The Imperial Treasury

神聖ローマ帝国の帝冠
皇帝の宝物館に収められているこの八角形の帝冠は、ヨーロッパ史上最も重要な遺物の1つです。円形ではなく八角形という珍しいデザインは10世紀に遡ります。約1000年もの間、これは広大なキリスト教帝国を統治する皇帝の神聖な権利を象徴する聖遺物と見なされてきました。その職人技は精巧で、金に埋め込まれた大きな真珠と研磨されていないサファイアが密集しています。8枚のプレートのうち4枚には、ソロモン王やダビデ王の描写を含む聖書の場面がエナメルで装飾されており、中世の支配者を旧約聖書の賢王たちと重ね合わせる意図がありました。現代の冠が純粋に装飾的なものであるのに対し、これは政治的かつ宗教的な儀式において機能する道具でした。これは神聖ローマ皇帝の戴冠式において真に重要な唯一の冠であり、地上の境界を超越した権力を象徴していました。この冠は単なる宝石ではなく、帝国の継続性と精神的な正当性を物理的に体現したものであり、今日では宝物館の目玉として保存されています。

オーストリア帝冠
神聖ローマ帝国の帝冠が皇帝という公職に属するものであったのに対し、この冠はハプスブルク家の私有財産でした。1602年にルドルフ2世のために制作されたこの冠は、現存するマニエリスム様式の金細工の中で最も優れた例の1つとされています。そのデザインは中世の先代のものとは大きく異なり、司教が着用する二尖の頭飾りである「ミトラ(司教冠)」の形を特徴としており、教会の守護者としての皇帝の役割を強調しています。中央のアーチの両脇には、4つの精巧な金のレリーフが施されています。これらのパネルは、ルドルフ2世の4つの主要な称号、すなわちオスマン・トルコに対する勝利、レーゲンスブルクでの皇帝戴冠、ボヘミア王としての戴冠、そしてハンガリー王としての戴冠を描いています。表面はダイヤモンド、真珠、そして頂上の巨大な青いサファイアで覆われています。
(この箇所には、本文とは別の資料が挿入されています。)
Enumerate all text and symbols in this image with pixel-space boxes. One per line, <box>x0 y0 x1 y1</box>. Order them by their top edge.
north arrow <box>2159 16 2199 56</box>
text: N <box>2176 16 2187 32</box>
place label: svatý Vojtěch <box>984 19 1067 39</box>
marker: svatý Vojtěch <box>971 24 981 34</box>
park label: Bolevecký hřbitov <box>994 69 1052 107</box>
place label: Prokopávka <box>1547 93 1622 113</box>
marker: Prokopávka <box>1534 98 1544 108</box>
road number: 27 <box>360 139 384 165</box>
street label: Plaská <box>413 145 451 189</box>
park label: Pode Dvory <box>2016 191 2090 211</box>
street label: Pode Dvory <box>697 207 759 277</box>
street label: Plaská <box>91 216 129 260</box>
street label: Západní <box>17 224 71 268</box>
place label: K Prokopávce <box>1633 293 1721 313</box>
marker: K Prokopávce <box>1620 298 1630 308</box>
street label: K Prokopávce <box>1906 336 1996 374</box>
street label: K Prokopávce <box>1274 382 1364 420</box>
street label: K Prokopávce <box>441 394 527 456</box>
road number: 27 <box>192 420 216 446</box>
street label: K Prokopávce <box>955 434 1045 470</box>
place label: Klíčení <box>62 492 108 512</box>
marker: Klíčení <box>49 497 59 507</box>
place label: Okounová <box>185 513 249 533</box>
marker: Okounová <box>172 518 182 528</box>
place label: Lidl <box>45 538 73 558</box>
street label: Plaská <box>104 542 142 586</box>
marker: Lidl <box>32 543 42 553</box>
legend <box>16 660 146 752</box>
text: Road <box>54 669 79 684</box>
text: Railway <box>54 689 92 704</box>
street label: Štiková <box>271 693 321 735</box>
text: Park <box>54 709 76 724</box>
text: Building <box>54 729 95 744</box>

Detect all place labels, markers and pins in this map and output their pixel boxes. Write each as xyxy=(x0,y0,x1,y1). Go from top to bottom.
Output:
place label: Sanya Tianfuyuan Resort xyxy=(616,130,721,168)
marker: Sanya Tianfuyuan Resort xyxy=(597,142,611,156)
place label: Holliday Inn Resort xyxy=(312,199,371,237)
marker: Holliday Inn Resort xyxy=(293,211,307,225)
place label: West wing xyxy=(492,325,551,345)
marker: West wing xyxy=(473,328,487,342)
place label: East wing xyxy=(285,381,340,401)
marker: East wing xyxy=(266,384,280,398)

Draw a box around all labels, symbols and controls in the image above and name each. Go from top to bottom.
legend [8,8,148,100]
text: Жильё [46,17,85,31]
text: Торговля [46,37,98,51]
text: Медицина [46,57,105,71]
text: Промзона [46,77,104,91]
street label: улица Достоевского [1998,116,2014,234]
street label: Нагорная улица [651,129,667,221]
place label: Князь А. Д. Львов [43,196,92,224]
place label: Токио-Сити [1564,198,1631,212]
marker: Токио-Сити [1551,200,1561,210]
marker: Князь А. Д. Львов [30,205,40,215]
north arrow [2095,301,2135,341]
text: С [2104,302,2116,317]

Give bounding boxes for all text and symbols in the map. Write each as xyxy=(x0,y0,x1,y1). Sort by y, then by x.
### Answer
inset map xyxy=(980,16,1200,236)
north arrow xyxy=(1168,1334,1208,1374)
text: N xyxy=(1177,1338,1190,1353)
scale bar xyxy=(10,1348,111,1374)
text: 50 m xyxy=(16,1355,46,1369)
神聖ローマ帝国の帝冠はニュルンベルクに保管されることが多く、ハプスブルク家はウィーンでの日常や宮廷行事のために独自の壮麗な王権の象徴を必要としたため、この見事な私的権力の象徴が制作されるに至りました。

聖槍
銀のワイヤーと金のケースで補強されたこの鉄製の槍先は、皇帝の宝物館の中でも最も伝説的な遺物の1つです。中世の伝説によれば、これはキリストの磔刑の際にその脇腹を突いた「聖槍」であるとされています。刃の中には真の十字架のものと信じられている釘が埋め込まれており、銀の帯で固定されています。何世紀にもわたり、神聖ローマ皇帝たちはこの槍を所有することが戦場での無敵を保証すると確信していました。この信仰により、この品は帝国の権威を示す強力な護符となりました。その歴史の旅路は長く複雑で、何世紀にもわたって多くの支配者によって移動され、隠され、追い求められてきました。特に、この槍が持つとされるオカルト的な力は、1938年にナチス政権による接収を招き、旧帝国の歴史的正当性を主張する試みの一環としてニュルンベルクへ移送されました。第二次世界大戦後、アメリカ軍によって回収され、ここウィーンの元の場所に戻されました。現在でも歴史的関心の中心であり続けています。